(Beginning of DATA LISTING)

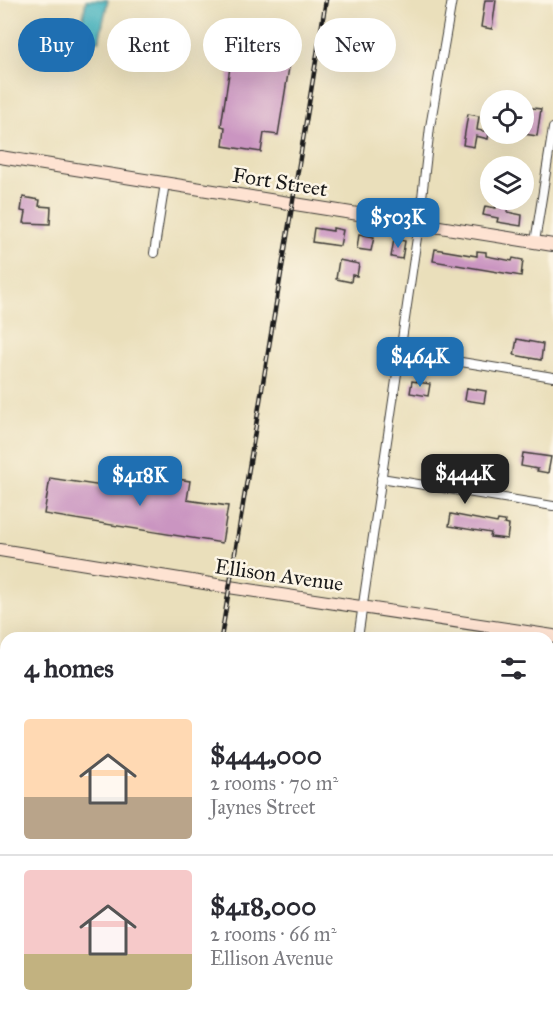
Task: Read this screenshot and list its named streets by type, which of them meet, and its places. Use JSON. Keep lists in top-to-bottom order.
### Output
{
  "streets": {
    "street": ["Fort Street", "Ellison Avenue"]
  },
  "page": {
    "chip": [
      "Buy",
      "Rent",
      "Filters",
      "New"
    ],
    "price": [
      "$503K",
      "$464K",
      "$444K",
      "$418K"
    ],
    "heading": "4 homes",
    "list": [
      {
        "name": "$444,000",
        "note": "2 rooms · 70 m² · Jaynes Street"
      },
      {
        "name": "$418,000",
        "note": "2 rooms · 66 m² · Ellison Avenue"
      }
    ]
  }
}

(End of DATA LISTING)

ASSIGNMENT: What is needed is an exact copy of the records above, with no pictures in it.

ANSWER BELOW:
Task: Read this screenshot and list its named streets by type, which of them meet, and its places. Use JSON. Keep lists in top-to-bottom order.
### Output
{
  "streets": {
    "street": ["Fort Street", "Ellison Avenue"]
  },
  "page": {
    "chip": [
      "Buy",
      "Rent",
      "Filters",
      "New"
    ],
    "price": [
      "$503K",
      "$464K",
      "$444K",
      "$418K"
    ],
    "heading": "4 homes",
    "list": [
      {
        "name": "$444,000",
        "note": "2 rooms · 70 m² · Jaynes Street"
      },
      {
        "name": "$418,000",
        "note": "2 rooms · 66 m² · Ellison Avenue"
      }
    ]
  }
}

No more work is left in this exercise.